For this, Jesus calls them “foolish and slow to believe.” Older commentators often pile on and blame them for imagining that the messiah would actually make a difference in the world, that the messiah, at a minimum, would be able to stand up against Rome, the representation of all that was wrong with the Jewish world in the 1st century. In this, older commentators are wrong. That’s a little like blaming a baseball manager for imagining that a shortstop would field grounders and throw the ball to first base. It’s a little like blaming a bereaved family for being astonished to discover that a surgeon played mumbley-peg on a patient instead of performing a proper operation.

You can extend these outrageous examples as far as you like, and it all comes down, in the end, to oddity. Shortstops field and throw. Surgeons excise tumors. And messiahs make a difference in the face of imperial violence. The walking disciples know that, and they are analyzing the situation carefully.

The scene, to be sure, ends with joy and excitement. It ends with them thrilled to discover that death and resurrection are deeply rooted in both Jewish Scripture and Jewish tradition, so that Jesus’ crucifixion actually fits into a pattern that can arguably be seen throughout God’s dealings with the Jewish people.

But the thing that catches my eye is that little imperfect tense verb: “we had hoped.” I have heard families use that phrase when they were packing up the things they had brought with them to the ICU. “We had hoped … ,” they say, and then they go home alone.
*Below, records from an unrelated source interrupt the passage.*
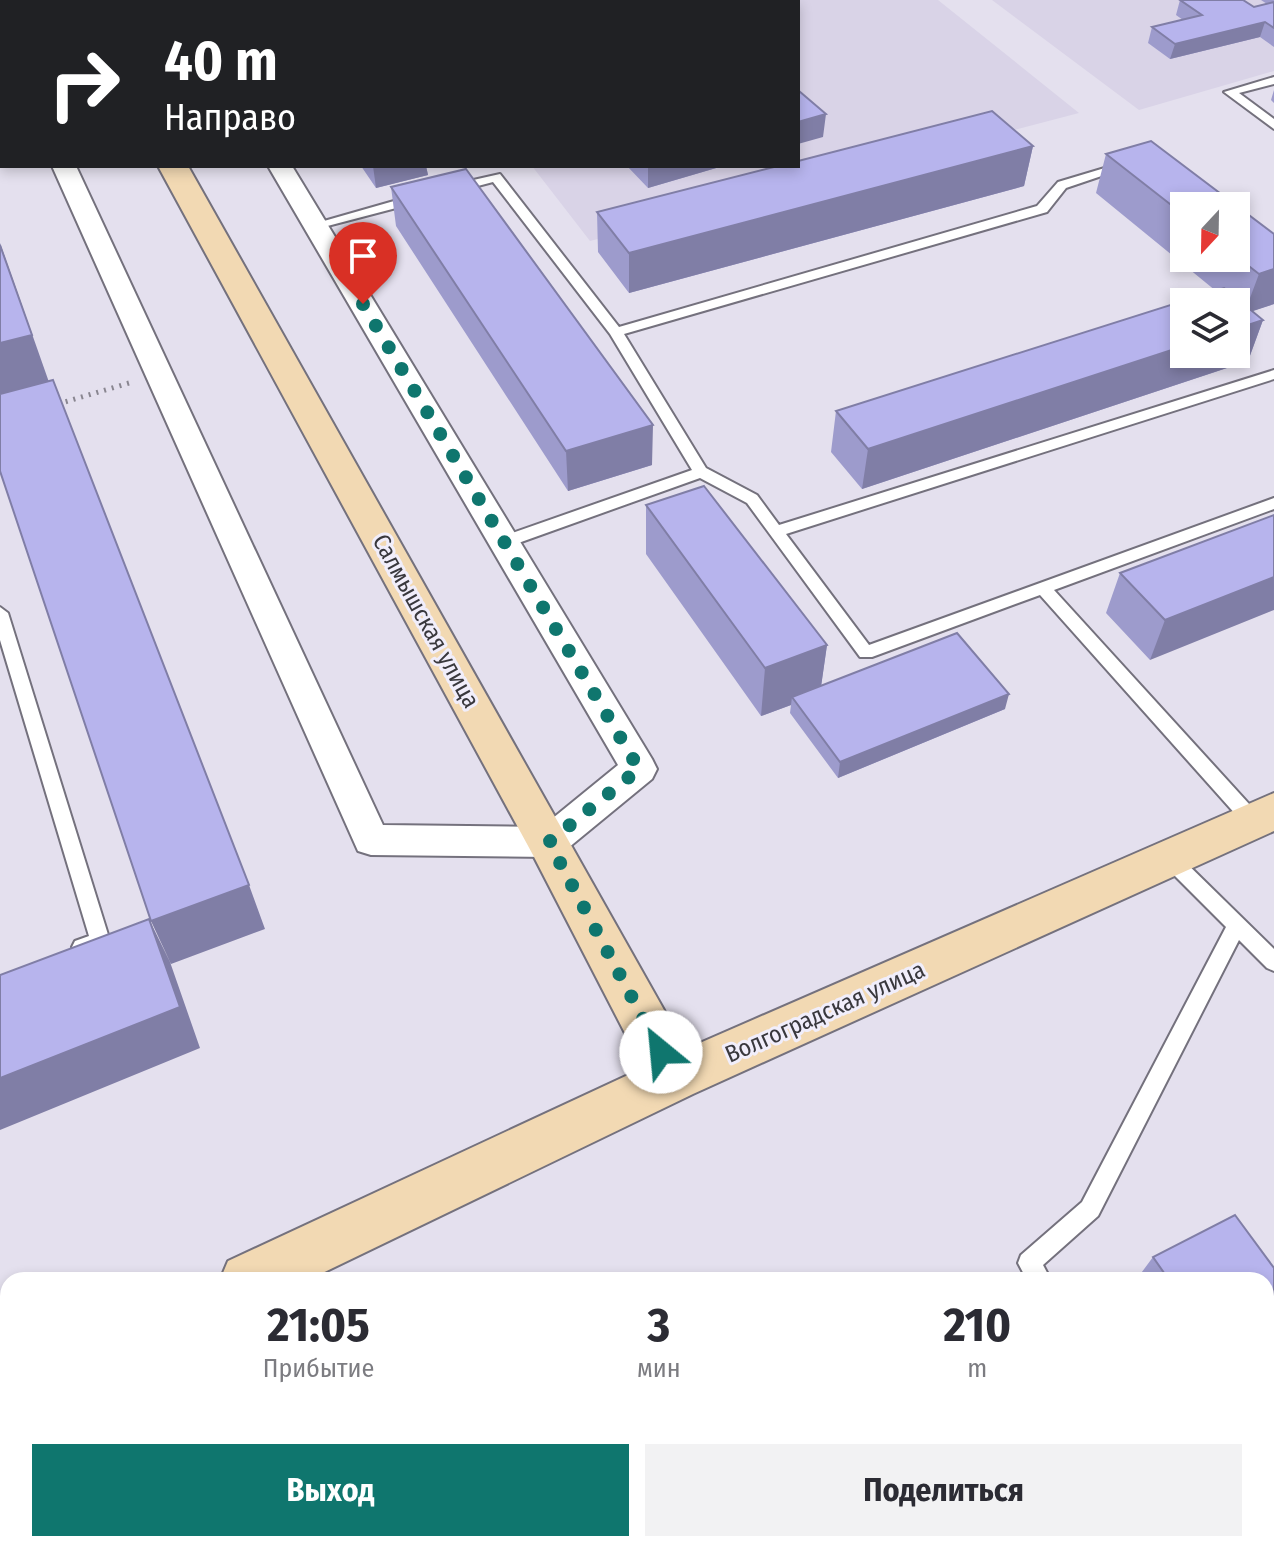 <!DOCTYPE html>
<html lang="ru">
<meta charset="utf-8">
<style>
body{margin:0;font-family:"Fira Sans Condensed",sans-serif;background:#f2f2f3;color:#2b2b33;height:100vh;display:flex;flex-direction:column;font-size:30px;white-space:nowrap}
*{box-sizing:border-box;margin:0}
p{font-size:26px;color:#7c7c81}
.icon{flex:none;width:44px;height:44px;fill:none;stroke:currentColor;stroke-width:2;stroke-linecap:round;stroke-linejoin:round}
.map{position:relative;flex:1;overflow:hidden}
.drawer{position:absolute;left:0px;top:1272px;width:1274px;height:280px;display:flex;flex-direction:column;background:#fff;border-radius:24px 24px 0 0;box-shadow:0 4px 12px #0003}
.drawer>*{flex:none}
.hud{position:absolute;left:0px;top:0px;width:800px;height:168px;box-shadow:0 4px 12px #0003;background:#202124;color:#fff;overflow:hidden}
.needle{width:52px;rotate:202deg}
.buttons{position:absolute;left:1170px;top:192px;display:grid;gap:16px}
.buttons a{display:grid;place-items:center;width:80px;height:80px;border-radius:0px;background:#fff;box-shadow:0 4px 12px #0003;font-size:40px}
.pin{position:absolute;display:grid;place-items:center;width:68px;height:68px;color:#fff;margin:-82px -34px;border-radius:50% 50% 50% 0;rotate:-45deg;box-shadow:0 0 8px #0007}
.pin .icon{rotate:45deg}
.me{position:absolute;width:88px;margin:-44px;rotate:332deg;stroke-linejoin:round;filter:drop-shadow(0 0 6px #0008)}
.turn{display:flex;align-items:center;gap:28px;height:168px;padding:0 32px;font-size:36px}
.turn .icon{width:104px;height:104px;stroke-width:2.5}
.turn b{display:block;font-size:56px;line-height:68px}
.eta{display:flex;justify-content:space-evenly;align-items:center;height:136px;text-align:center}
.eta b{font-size:48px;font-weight:700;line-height:56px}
.action{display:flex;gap:16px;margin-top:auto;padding:16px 32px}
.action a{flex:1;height:92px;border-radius:0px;background:#0f766e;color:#fff;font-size:32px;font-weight:700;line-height:92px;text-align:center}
.action a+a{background:#f2f2f3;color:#2b2b33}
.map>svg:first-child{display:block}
.built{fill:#d9d3e7}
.green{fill:#99c6a5}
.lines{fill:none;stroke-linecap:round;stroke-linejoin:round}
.service-casing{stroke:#74717d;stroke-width:4}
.minor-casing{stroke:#74717d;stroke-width:4}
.secondary-casing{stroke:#74717d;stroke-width:4}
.path{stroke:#898690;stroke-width:5;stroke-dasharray:2 6;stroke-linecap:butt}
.service{fill:#fff;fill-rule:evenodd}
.minor{fill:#fff;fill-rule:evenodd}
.secondary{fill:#f2d9b3;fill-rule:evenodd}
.wall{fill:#9d9bcc;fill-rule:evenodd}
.shaded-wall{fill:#807ea6}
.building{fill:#b7b4ed;stroke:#807ea6;stroke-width:2}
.route{stroke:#0f766e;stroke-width:14;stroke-dasharray:0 25.2}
.labels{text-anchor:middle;stroke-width:6;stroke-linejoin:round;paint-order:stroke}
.street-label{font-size:24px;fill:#39383d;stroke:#f1eefb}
</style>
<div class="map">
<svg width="1274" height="1552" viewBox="0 0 1274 1552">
<rect width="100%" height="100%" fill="#e4e0ee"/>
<path class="built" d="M403,0H938L1079,113L590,241L532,166H798V2Z
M992,0H1274V71L1139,110Z"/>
<path class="green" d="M67,1544H378L362,1552H50Z"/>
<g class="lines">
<g class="service-casing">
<path id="service" d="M348,0H359L360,2H349Z
M0,23H2V33H0Z
M1274,77V84L1239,93L1274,119V129L1224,92Z
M1118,164L1128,167L1066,188L1047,212L624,334L706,468L757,495L779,525L1274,370V379L786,534L869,645L1274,498V509L1054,590L1260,816L1262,821L1260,826H1246L1040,595L872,657H860L747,503L700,478L510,546H498L496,542L498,538L692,470L610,334L493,182L455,192L451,191V185L500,174L619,327L1037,206L1058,182Z
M415,195L421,199L419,202L316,229L310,225Z
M0,607L8,613L110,941L107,947L82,955L75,953L72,947L75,941L89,936L0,640Z
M1169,850L1176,853L1274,949V971L1267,968L1239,940L1098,1216L1043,1265L1051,1280H1027L1018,1263L1021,1255L1082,1202L1226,927L1162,863L1160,858L1162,853Z
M1198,1544H1226L1230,1552H1202Z"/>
</g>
<g class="minor-casing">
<path id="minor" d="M159,0H182L184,2H161Z
M52,166H76L383,825L542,827L618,765L268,166H292L652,759L657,769L652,779L562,853L549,857L371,855L358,851Z"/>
</g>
<g class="secondary-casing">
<path id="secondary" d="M70,0H96L97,2H71Z
M158,166H188L686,1049L1274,793V831L693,1094L308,1280H220L228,1261L643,1068L533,855Z
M8,1364V1423L0,1426V1367Z"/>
</g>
<path class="path" d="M58,404L129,383"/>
<use href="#service" class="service"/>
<use href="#minor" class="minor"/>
<use href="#secondary" class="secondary"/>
</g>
<path class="wall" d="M256,0H323L325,2H256Z
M607,0H665V2H609Z
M1180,0L1254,7L1267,4L1261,0H1274V47L1260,37L1170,59L1148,43L1152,27L1183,20L1176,15Z
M1274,90V103L1271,100Z
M1151,141L1274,234V304L1252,311L1263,320L1248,361L862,489L831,452L836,411L1216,291L1096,193L1106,154ZM1184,206H1236V258H1184ZM1184,302H1236V354H1184Z
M1033,146L1024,186L629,293L598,252L597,212Z
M361,166H426L428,175L376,188Z
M627,166H723L648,188Z
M391,187L652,465L568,491L396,226Z
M646,505L827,645L821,686L1005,709L838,778L790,713L791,705L761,716L646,554Z
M1274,515L1150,660L1106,613L1120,573Z
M1153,1257L1274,1268V1508L1266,1496V1280H1136Z
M696,1544H1014L1019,1552H700Z"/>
<path class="shaded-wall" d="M574,0H605L597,2H574Z
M638,0H665V2H629Z
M1265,22L1260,37L1170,59L1175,44Z
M826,114L823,137L798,144V122Z
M1033,146L1024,186L629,293V253Z
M373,166H426L428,175L376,188Z
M648,166H723L648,188Z
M0,243L50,385L0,398Z
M1274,269V304L1244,314L1259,274Z
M1263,320L1248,361L862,489L868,449L1184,346V354H1236V329Z
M653,425L652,465L568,491L566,451Z
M1274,577V610L1150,660L1165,620Z
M827,645L820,694L792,697L791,705L761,716L765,668Z
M1009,694L1005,709L838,778L840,762Z
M249,885L265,929L171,964L151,921Z
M149,919L170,962L200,1048L0,1130V1078Z"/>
<path class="building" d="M268,0H323L325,2H269Z
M622,0H638L629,2H624Z
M1180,0H1243L1254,7L1274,2V28L1265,22L1175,44L1152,27L1202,15Z
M798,91H799L826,114L798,122Z
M992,111L1033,146L629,253L597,212L778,166H798V161Z
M1151,141L1274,234V269L1259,274L1236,256V206H1184V215L1106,154Z
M466,169L653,425L566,451L391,187Z
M0,245L32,335L0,343Z
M1224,288L1263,320L1236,329V302H1184V346L868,449L836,411Z
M53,380L249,885L151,921L0,471V394Z
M704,486L827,645L765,668L646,505Z
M1274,515V577L1165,620L1120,573Z
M957,633L1009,694L840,762L792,697Z
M149,919L180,1007L0,1078V975Z
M1235,1215L1274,1268V1432L1266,1420V1280H1169L1153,1257Z
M705,1544H1014L1019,1552H708Z"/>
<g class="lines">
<path class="route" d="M363,304L639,769L549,842L661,1052"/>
</g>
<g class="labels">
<g class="street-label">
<text transform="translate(426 621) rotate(61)" y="8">Салмышская улица</text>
<text transform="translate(825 1012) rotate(-24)" y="8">Волгоградская улица</text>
</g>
</g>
</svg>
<div class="buttons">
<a><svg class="needle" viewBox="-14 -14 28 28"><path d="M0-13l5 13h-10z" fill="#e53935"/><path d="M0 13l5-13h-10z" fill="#7c7c81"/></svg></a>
<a><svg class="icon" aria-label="layers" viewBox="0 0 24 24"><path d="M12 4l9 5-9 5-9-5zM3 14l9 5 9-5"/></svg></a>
</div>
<div class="pin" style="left:363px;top:304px;background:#d93025"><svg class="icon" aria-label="arrive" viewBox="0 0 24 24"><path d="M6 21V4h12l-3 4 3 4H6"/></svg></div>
<svg class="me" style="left:661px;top:1052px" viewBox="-20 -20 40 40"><circle r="19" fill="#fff"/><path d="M0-13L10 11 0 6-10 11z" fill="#0f766e"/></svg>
<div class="hud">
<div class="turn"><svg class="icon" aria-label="right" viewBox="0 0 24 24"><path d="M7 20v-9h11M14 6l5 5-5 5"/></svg><div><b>40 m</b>Направо</div></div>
</div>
<section class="drawer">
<div class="eta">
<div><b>21:05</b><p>Прибытие</p></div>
<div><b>3</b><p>мин</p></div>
<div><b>210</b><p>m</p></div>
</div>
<div class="action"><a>Выход</a><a>Поделиться</a></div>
</section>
</div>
I have heard families use this phrase when addictions return, or jobs go away. Although theologies of hope focus on a dawning future, the moment that catches me is that moment of deep disappointment, when only a painfully imperfect verb tense will express what needs to be said.

We like to hear future tenses. We like it when families say that everything will be okay, that they will go on, that they will get everything back to normal. We like future tenses so much that we reward people in deep grief for reassuring us that the sun will rise tomorrow and that life will go on. But in this unguarded moment, the walking disciples give voice to a discovery that every adult shares: very often, often when it matters most, we find ourselves speaking of matters of hope (and faith) in the imperfect tense: we had hoped … We can rally ourselves and polish up our future tenses when we must, but often that involves skating on thin ice over the shifting, flowing waters of past imperfections, confounding disappointments.

This is one of the things I love about the gospels: they know what we sometimes don’t dare to say. Crucial hopes have collapsed. Any congregation that gathers to hear a sermon will contain people who will hear the imperfect tense and will recognize it as a true statement of their current situation: we had hoped …

Those people will be waiting, listening to hear whether the preacher dares to acknowledge the reality of disappointment. If she does not, they will notice, and remember. They are listening also to hear whether the preacher simply uses that disappointment as a cheap set-up for the knockout punch of the gospel. If the preacher pretends that the resurrection easily and automatically overcomes all disappointment, they will notice, and conclude that the preacher doesn’t get it. They may even resent the preacher’s willingness to use their pain as a pretext for a cheap gospel sales gimmick.

The joy at the end of the scene is real, as is the racing report of the resurrection in the scene immediately prior to this one. Death and resurrection do indeed fit into a long-established pattern of the way God works in a world as unrelentingly real as this one is. But truthful preaching on this text requires an honest recognition of the reality of deep disappointment.

Don’t pretend to talk about resurrection unless you are willing to acknowledge the depths of deadly disappointment that make it necessary. Find something else to preach on, or find another (easier) way to make a living. Preaching resurrection requires honesty, and the truth is that “we had hoped … ” Maybe we still do. Some of us (sometimes) don’t, or can’t, or won’t hope, at least not yet. But we had hoped that you, as a preacher, would understand that.